Quand la vie d’un écrivain et d’un penseur qui fut aussi un ami est ainsi enserrée entre des dates, restent les souvenirs, source de mélancolie ou de joie, et les livres. C’est vers eux que j’aimerais diriger l’attention des lecteurs, surtout des plus jeunes, qui n’ont pas été contemporains des débats sur le marxisme, sur la nature de l’Union soviétique, sur la guerre d’Algérie, sur les promesses des mouvements révolutionnaires et de leurs formes d’organisation. Je pense d’abord aux Éléments d’une critique de la bureaucratie (Gallimard, coll. « Tel »), livre qui regroupait dès 1971 des articles publiés d’abord dans des revues, surtout Les Temps Modernes et Socialisme ou barbarie : l’analyse y est conduite à l’occasion de crises, d’interventions, d’événements ; elle s’y fait elle-même événement. On pourrait dire la même chose du précieux recueil d’articles qu’a regroupés Claude Mouchard sous le titre Le Temps présent, Écrits 1945-2005 (Belin, 2007).

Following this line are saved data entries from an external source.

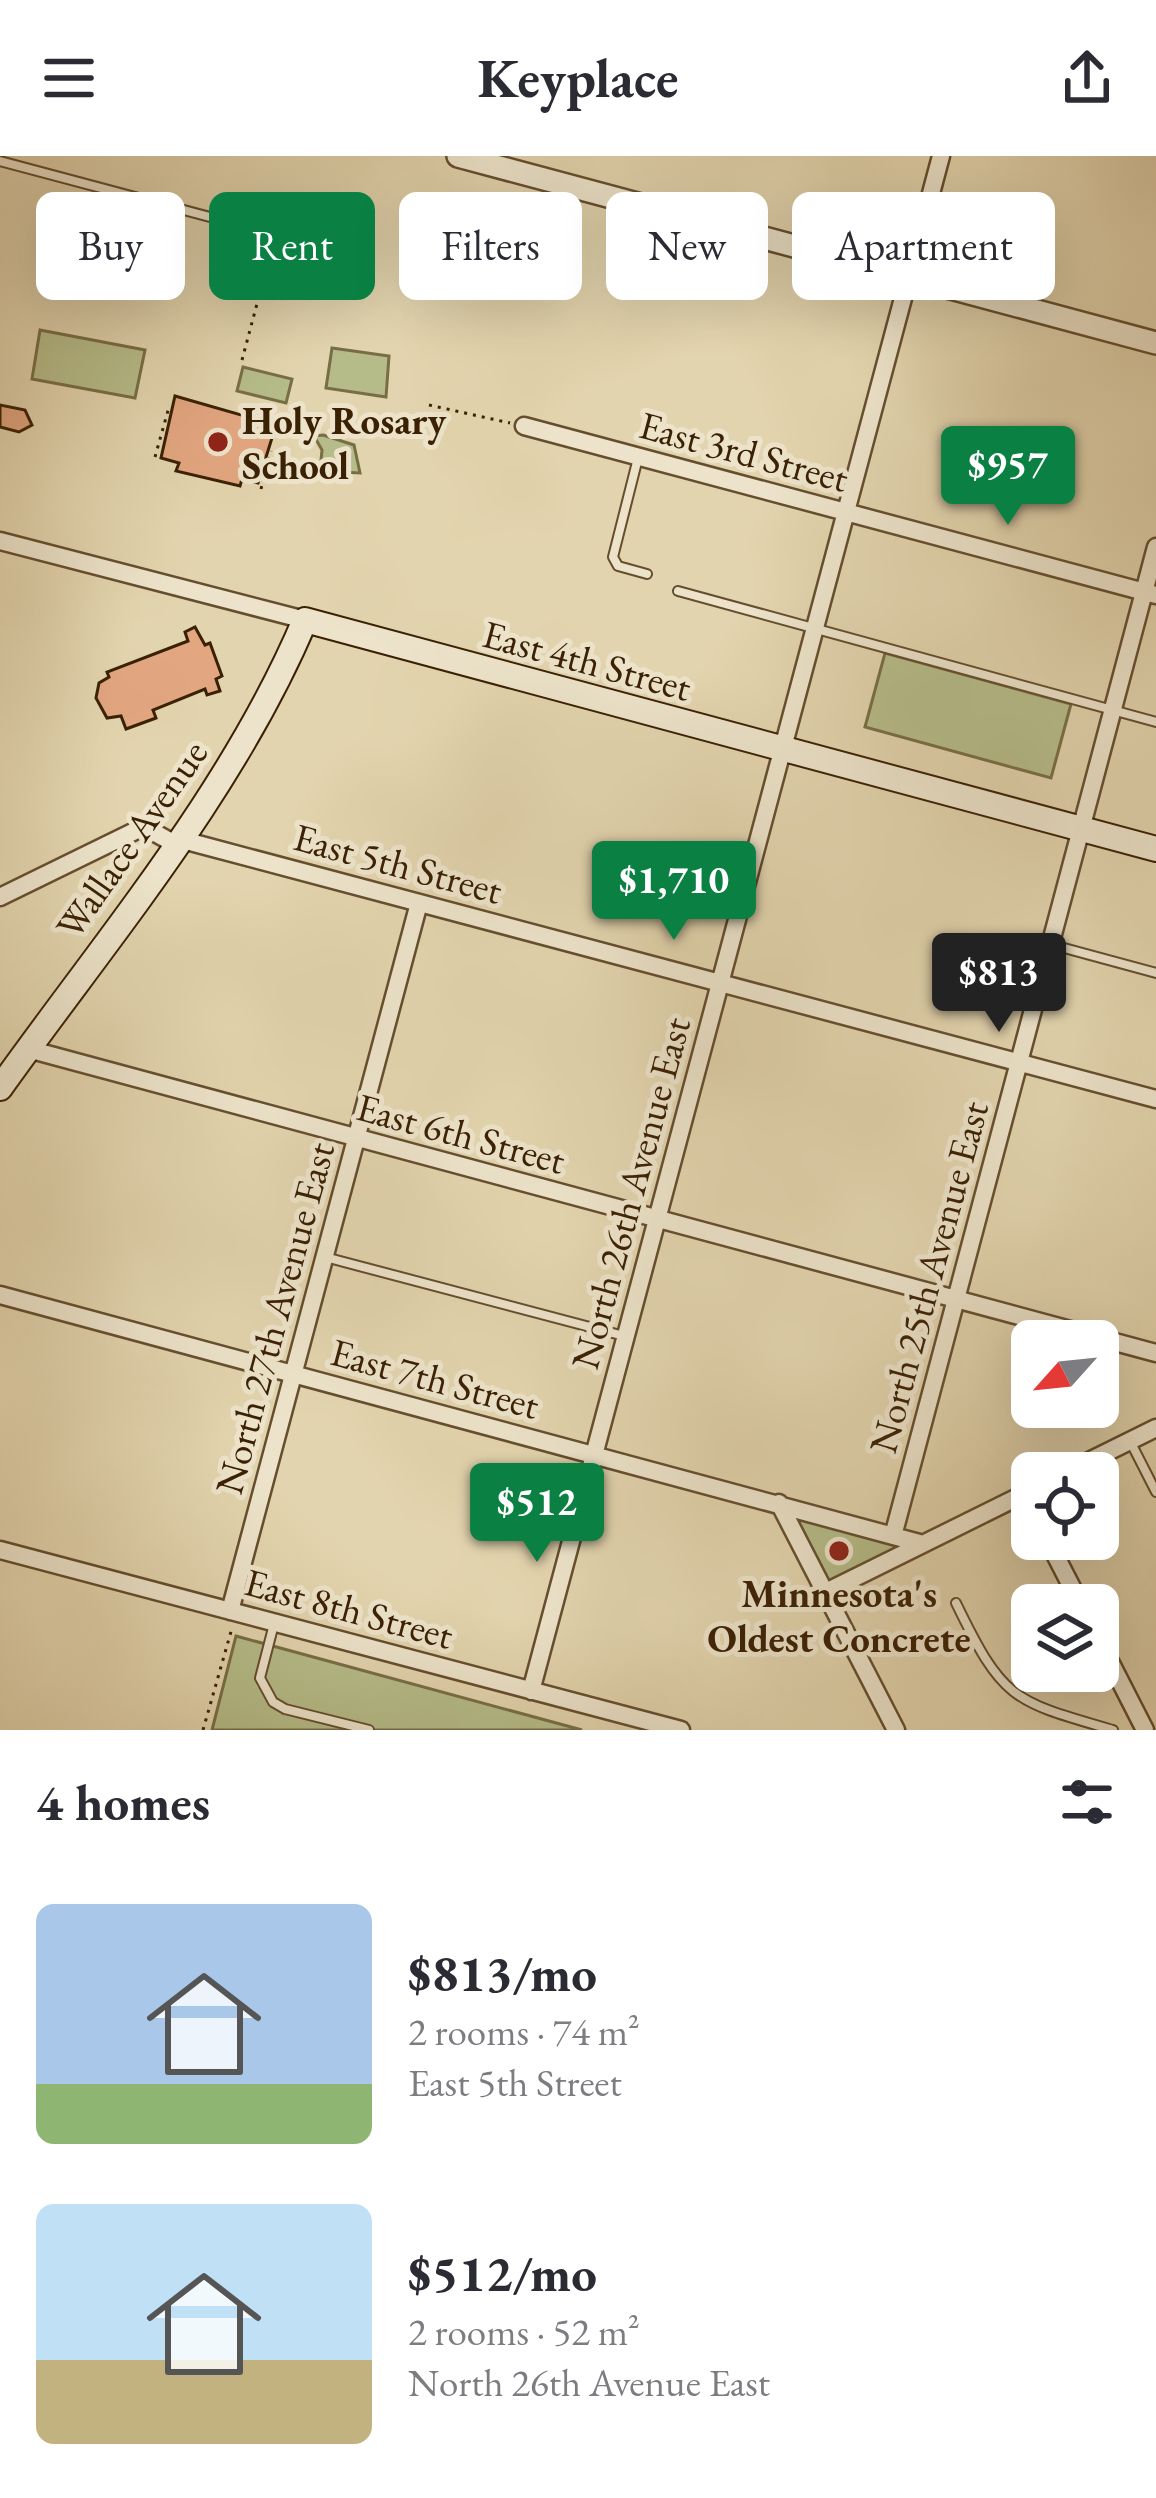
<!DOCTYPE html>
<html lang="en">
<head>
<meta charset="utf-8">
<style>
  body { margin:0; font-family:"EB Garamond",serif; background:#f2f2f3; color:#2b2b33; height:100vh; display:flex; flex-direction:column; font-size:45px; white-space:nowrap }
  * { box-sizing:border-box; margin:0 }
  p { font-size:39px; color:#7c7c81 }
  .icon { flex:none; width:66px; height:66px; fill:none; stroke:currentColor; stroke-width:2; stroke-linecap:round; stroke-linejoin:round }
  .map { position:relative; height:1574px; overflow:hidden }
  .side { display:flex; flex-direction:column; background:#fff; flex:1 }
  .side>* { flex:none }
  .top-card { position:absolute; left:36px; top:36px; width:1086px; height:108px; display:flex; gap:24px }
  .needle { width:78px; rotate:243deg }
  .controls { position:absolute; left:1011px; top:1164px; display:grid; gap:24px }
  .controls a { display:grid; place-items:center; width:108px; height:108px; border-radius:18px; background:#fff; box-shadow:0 12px 48px #0002; font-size:60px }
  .price { position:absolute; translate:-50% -102px; padding:0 27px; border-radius:12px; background:#0b8043; color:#fff; font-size:39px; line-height:78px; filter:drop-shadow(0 3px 6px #0008) }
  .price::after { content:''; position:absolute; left:50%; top:72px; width:36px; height:27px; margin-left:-18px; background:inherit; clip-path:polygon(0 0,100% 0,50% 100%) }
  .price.on { background:#222; color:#fff }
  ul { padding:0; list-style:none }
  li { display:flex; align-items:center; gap:36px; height:300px; padding:0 36px }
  li span { display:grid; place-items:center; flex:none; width:336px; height:240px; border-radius:18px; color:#555 }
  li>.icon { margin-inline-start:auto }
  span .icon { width:144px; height:144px; fill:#fffc; stroke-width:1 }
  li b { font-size:51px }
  h2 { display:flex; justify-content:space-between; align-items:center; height:144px; padding:0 36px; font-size:51px }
  .tag { padding:0 42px; border-radius:18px; background:#fff; box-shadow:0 12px 48px #0002; font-size:42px; line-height:108px }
  .tag.on { background:#0b8043; color:#fff }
  header { display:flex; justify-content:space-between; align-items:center; height:156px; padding:0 36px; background:#fff; font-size:54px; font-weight:700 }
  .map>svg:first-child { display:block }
  .green { fill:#b5bc89; stroke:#786e46; stroke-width:3 }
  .building { fill:#e2a680; stroke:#3b2104; stroke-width:3 }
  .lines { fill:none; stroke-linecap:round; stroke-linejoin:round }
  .service-casing { stroke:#654e2e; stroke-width:12 }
  .minor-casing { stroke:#654e2e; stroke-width:21 }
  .tertiary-casing { stroke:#654e2e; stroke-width:26 }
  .secondary-casing { stroke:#3b2104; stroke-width:28 }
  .path { stroke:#3b2104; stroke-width:3; stroke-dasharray:3 6; stroke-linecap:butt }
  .service { stroke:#ece3ca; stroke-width:8 }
  .minor { stroke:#ece3ca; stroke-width:16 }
  .tertiary { stroke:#ece3ca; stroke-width:21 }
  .secondary { stroke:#ece3ca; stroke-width:24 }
  .poi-dot { fill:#8f2418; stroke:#ece3ca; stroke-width:4.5 }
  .labels { text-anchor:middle; stroke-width:10; stroke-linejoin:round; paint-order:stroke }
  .poi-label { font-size:39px; font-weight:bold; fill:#3b2104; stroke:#ece3ca; text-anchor:start }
  .street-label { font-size:39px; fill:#3b2104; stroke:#ece3ca }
</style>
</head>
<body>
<header><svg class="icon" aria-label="menu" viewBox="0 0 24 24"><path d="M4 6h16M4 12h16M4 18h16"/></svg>Keyplace<svg class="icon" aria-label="share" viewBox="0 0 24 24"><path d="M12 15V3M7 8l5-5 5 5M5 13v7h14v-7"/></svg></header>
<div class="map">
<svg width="1156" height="1574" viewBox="0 0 1156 1574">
  <rect width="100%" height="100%" fill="#e2d4ae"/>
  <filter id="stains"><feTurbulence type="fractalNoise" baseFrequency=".00167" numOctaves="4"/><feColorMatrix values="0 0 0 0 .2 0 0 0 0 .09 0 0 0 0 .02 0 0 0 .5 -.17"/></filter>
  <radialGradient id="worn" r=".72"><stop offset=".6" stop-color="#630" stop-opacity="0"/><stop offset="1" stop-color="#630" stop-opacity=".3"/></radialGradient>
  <path class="green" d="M40 174 145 194 135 242 32 223Z
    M332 192 389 200 386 241 326 232Z
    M243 211 292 223 286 247 237 235Z
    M323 279 354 289 360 317 320 315 322 294 314 280Z
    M885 497 1071 548 1051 622 865 571Z
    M779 1348 923 1388 826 1436Z
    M236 1480 582 1574H212Z"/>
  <path class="building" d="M175 240 276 269 258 327 242 323 240 330 176 315 179 307 161 302Z
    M0 249 25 254 32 269 19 276 0 271Z
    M195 471 205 489 210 487 222 520 216 523 220 535 207 539 205 533 153 554 156 562 126 573 121 560 107 562 96 542 99 527 109 521 107 516 188 485 185 476Z"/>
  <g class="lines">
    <defs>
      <path id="service" d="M0 5 255 73
        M638 302 613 401 618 410 647 418
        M678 435 1156 566
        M1053 789 1156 817
        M325 1101 624 1180
        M1130 1285 1156 1336
        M956 1447C1003 1544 1012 1545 1113 1574
        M274 1468 260 1522 273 1546 285 1553 369 1574"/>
      <path id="minor" d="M524 270 1156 439
        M0 385 305 464
        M179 683 1156 943
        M0 741 137 674 148 673 175 688
        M28 893 1156 1197
        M0 1139 923 1388
        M1065 1317 1156 1272
        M779 1347 896 1574
        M893 1380 1156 391
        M1047 1383 1081 1449
        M0 1394 681 1574
        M826 1436 1032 1334
        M230 1455 419 747
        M1098 1482 1145 1574
        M531 1535 941 0"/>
      <path id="tertiary" d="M458 0 1156 187"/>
      <path id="secondary" d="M0 932C107 782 233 635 305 464L1156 693"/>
    </defs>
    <use href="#service" class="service-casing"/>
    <use href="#minor" class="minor-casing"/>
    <use href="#tertiary" class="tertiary-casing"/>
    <use href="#secondary" class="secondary-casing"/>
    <path class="path" d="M278 70 279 66
      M242 204 274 84
      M429 249 510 267
      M287 273 292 275
      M298 276 305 278
      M155 301 169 251
      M269 304 271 295
      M261 333 264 321
      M203 1574 232 1472"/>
    <use href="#service" class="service"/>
    <use href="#minor" class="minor"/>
    <use href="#tertiary" class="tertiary"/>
    <use href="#secondary" class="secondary"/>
  </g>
  <g class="poi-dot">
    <circle cx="218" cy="286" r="12"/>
    <circle cx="839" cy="1395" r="12"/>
  </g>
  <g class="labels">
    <g class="poi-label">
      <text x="242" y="278">Holy Rosary<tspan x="242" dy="45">School</tspan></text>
      <text x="839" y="1451" text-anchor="middle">Minnesota's<tspan x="839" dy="45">Oldest Concrete</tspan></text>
    </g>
    <g class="street-label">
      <text transform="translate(744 295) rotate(15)" y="14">East 3rd Street</text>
      <text transform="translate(587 504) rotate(15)" y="14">East 4th Street</text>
      <text transform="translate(131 683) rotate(-55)" y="14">Wallace Avenue</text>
      <text transform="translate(398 707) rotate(15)" y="14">East 5th Street</text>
      <text transform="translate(461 977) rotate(15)" y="14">East 6th Street</text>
      <text transform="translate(630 1037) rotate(-75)" y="14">North 26th Avenue East</text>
      <text transform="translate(928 1121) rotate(-75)" y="14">North 25th Avenue East</text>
      <text transform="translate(274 1162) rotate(-75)" y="14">North 27th Avenue East</text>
      <text transform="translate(435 1222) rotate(15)" y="14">East 7th Street</text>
      <text transform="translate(349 1452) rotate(15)" y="14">East 8th Street</text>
    </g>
  </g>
  <rect width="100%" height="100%" filter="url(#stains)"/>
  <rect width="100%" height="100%" fill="url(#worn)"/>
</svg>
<div class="controls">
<a><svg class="needle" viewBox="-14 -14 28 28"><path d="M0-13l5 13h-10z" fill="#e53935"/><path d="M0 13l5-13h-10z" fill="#7c7c81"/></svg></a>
<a><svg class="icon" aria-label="locate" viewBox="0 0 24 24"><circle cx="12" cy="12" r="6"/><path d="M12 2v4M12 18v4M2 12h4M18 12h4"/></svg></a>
<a><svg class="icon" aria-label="layers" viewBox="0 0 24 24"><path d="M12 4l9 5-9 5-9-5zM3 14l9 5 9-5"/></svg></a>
</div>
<b class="price" style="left:1008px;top:372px">$957</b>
<b class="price" style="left:674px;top:787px">$1,710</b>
<b class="price on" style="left:999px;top:879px">$813</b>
<b class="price" style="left:537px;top:1409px">$512</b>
<div class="top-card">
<a class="tag">Buy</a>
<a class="tag on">Rent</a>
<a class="tag">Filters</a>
<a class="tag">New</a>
<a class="tag">Apartment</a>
</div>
</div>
<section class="side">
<h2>4 homes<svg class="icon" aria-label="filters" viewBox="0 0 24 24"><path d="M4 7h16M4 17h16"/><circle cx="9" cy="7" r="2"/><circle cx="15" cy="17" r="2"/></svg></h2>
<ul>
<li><span style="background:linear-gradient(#a9c7e8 75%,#8fb573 0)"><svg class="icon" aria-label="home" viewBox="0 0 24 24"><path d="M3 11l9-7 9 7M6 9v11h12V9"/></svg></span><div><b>$813/mo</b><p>2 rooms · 74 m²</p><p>East 5th Street</p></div></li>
<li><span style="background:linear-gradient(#bfe0f5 65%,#c2b280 0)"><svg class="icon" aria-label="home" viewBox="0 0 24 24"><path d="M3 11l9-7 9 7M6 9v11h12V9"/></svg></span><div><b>$512/mo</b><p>2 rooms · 52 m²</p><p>North 26th Avenue East</p></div></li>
</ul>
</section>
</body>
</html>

Je dois aussi à Lefort et à son monumental Le Travail de l’œuvre. Machiavel (coll. « Tel ») d’avoir enfin pu lire le petit livre lumineux et déroutant de Machiavel, Le Prince, et cette lecture m’a éclairé et libéré : « En toute cité on trouve ces deux humeurs contraires : le peuple n’aime point à être commandé ni opprimé par les grands, les grands désirent commander au peuple et l’opprimer » (ce que Lefort nomme « la division sociale »), et : « Tous les prophètes armés furent vainqueurs, les prophètes sans armes déconfits » (qui m’a aidé à penser à Moïse – et à Trotsky). Apprendre à lire (Machiavel, Marx, tant d’autres), c’était en l’occurrence accompagner l’écrivain dans sa démarche, reconnaître les moments où sa pensée se retourne sur voire contre elle-même, comprendre à quelle réalité difficile à penser elle se mesure dans le travail d’écrire.
Mais peut-être, pour qui comme moi se sent écarté de la « philosophie politique » et intimidé par elle, faudrait-il aborder son œuvre par sa passionnante réflexion sur L’Archipel du Goulag de Soljenitsyne, Un homme en trop (Seuil, hélas actuellement indisponible), à la fois patiente et mue par l’émotion. Il lit les trois tomes de l’écrivain russe sans prétendre savoir tout cela d’avance (il avait cependant lu Victor Serge, Anton Ciliga, Kravchenko, et bien d’autres), mais en y poursuivant sa propre recherche de l’élucidation d’un régime où l’asservissement des hommes a une place centrale, où le pouvoir prétend « incarner » la société et son unité, grâce à une idéologie portée par des convaincus à la conscience « imperforable », jusque dans les camps où ils sont déportés. Lefort y prend au sérieux le sous-titre « Essai d’investigation littéraire ». Il décèle le point de vue qui anime le regard de l’écrivain, soucieux de coïncider avec la conscience de celui qui est en bas de l’échelle, le « trimeur ». Attentif avec lui aux paroles singulières des personnes, il l’est aussi aux révoltes collectives (rapportées dans le troisième tome) dans lesquelles le désir de liberté et de justice surgit d’un monde désespérant et délibérément désocialisé, quand l’écrivain, en les rapportant et les analysant lui-même, affirme son approbation de la violence révolutionnaire (le couteau destiné à tuer les mouchards, instrument de libération), cet écrivain que paresseusement on s’est souvent empressé de considérer comme un fieffé réactionnaire. Pour Lefort, l’œuvre littéraire n’est pas univoque ni linéaire, elle témoigne du mouvement d’une pensée qui s’applique aux figures de la réalité, sans les soumettre à un dessein conçu d’avance, ni bien sûr à une doctrine. De même pour lui, l’Histoire n’est pas écrite d’avance, et c’est au déchiffrement du présent, à l’occasion des événements politiques et sociaux, que sa réflexion s’applique, tout en se développant à son rythme.
J’étais proche de Lefort – jusqu’à d’occasionnelles brouilles – par l’aptitude à la colère : non la colère comme approbation donnée à ses propres humeurs, mais comme rupture qui peut rendre libre de voir et de penser : rompre avec les idéologies, les sectes, les doctrines, les fausses autorités, avec une opinion qu’on a soi-même soutenue par faiblesse ou par précipitation.